Task item: For the entries that follow, count the lines containing the string "size" and write only the number.

*** Opening Material provided ***

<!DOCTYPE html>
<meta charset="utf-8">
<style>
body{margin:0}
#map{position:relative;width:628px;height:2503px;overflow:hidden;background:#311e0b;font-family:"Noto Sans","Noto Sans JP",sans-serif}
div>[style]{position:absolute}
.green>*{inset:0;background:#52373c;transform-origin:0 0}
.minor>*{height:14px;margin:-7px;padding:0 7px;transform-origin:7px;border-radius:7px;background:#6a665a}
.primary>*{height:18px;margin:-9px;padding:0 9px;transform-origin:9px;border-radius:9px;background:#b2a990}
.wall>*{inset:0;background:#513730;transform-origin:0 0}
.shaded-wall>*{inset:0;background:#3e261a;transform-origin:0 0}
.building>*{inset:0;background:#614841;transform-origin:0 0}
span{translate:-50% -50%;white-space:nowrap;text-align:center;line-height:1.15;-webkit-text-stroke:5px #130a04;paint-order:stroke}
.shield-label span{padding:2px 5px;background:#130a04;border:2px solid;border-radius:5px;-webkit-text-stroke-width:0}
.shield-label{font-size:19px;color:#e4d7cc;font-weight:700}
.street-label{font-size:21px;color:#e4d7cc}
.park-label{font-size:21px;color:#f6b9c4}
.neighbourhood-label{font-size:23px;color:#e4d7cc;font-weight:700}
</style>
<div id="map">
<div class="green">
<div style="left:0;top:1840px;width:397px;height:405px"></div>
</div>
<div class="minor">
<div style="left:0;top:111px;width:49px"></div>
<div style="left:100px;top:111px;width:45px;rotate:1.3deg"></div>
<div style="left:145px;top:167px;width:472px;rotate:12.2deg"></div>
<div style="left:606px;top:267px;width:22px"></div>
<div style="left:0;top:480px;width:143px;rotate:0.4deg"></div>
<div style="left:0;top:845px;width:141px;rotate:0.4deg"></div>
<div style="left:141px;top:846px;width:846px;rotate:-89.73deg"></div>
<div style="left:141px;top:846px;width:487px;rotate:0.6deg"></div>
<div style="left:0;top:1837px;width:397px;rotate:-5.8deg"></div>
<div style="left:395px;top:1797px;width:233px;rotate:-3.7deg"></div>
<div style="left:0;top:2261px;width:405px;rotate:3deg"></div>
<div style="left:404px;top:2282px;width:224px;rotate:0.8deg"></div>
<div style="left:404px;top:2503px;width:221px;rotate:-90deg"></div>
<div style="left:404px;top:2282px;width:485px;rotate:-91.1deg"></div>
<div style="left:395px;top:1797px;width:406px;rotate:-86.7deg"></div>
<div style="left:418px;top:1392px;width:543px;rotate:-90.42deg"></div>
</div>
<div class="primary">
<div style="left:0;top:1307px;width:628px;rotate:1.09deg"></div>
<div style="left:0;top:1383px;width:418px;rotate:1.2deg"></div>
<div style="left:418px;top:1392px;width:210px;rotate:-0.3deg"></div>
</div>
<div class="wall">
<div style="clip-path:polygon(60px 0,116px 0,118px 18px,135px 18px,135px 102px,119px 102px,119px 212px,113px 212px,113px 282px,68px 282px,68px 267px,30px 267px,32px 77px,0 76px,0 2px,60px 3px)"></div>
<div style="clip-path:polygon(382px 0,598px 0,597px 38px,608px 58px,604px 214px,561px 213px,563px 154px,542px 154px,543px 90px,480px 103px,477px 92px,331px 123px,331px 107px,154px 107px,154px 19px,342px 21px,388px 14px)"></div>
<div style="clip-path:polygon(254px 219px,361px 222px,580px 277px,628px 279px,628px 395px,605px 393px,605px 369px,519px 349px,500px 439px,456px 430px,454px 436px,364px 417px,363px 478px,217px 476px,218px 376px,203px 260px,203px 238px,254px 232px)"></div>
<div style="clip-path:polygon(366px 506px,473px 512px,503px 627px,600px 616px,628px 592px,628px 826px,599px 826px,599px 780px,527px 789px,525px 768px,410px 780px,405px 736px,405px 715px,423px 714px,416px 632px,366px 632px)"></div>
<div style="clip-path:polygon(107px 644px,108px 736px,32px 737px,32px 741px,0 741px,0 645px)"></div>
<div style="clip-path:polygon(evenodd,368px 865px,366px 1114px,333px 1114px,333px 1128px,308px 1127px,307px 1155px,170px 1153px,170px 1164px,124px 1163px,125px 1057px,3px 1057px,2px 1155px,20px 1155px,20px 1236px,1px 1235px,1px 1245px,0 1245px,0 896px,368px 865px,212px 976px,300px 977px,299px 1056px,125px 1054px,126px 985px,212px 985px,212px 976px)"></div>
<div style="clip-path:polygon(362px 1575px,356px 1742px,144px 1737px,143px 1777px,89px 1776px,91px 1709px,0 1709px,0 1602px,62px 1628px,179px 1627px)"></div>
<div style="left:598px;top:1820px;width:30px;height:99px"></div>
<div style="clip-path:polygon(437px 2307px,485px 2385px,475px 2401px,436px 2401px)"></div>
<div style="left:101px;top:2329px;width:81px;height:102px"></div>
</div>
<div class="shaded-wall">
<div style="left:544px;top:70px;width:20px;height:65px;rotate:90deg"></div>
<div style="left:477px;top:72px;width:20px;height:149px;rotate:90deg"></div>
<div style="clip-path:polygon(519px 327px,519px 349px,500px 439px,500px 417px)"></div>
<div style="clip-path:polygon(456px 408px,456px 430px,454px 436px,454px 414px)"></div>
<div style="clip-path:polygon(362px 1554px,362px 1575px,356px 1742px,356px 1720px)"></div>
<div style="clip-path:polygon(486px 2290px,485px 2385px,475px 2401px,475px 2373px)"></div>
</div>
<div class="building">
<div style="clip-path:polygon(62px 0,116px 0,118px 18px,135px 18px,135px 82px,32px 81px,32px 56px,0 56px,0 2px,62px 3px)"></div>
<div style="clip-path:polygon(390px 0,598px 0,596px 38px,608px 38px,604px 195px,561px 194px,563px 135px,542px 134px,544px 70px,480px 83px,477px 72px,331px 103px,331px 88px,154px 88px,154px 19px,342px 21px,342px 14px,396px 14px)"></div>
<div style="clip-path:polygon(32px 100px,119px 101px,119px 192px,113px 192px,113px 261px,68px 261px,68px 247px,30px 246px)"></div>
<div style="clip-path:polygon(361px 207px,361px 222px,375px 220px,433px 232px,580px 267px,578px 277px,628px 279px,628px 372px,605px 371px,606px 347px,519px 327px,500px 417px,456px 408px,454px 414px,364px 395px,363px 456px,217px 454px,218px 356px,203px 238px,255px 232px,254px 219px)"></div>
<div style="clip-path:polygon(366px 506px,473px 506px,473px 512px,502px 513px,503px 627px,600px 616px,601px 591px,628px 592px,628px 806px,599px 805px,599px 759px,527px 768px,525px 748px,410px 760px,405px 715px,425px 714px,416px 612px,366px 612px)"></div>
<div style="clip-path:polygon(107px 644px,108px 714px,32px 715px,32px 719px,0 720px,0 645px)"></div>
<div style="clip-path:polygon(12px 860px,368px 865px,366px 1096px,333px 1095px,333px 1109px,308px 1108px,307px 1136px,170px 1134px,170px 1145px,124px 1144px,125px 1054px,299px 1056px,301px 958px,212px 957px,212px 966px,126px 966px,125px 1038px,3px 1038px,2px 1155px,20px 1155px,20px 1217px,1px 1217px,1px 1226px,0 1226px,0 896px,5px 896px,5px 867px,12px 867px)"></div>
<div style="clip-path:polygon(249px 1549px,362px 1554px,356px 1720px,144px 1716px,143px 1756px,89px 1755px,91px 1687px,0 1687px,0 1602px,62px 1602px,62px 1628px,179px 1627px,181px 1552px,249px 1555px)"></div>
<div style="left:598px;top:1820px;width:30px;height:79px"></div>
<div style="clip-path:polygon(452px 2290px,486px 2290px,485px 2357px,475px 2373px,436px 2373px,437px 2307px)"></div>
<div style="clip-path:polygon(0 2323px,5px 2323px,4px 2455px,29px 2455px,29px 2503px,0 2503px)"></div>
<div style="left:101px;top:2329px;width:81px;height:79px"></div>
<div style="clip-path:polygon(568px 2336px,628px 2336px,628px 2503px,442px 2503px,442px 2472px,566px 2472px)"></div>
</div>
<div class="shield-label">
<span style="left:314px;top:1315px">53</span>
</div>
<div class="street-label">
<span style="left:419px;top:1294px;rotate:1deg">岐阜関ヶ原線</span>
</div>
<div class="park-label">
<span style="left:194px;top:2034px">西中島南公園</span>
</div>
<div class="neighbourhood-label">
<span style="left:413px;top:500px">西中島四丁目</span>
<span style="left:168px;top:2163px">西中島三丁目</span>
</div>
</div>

*** Closing Material provided ***

Answer area: 4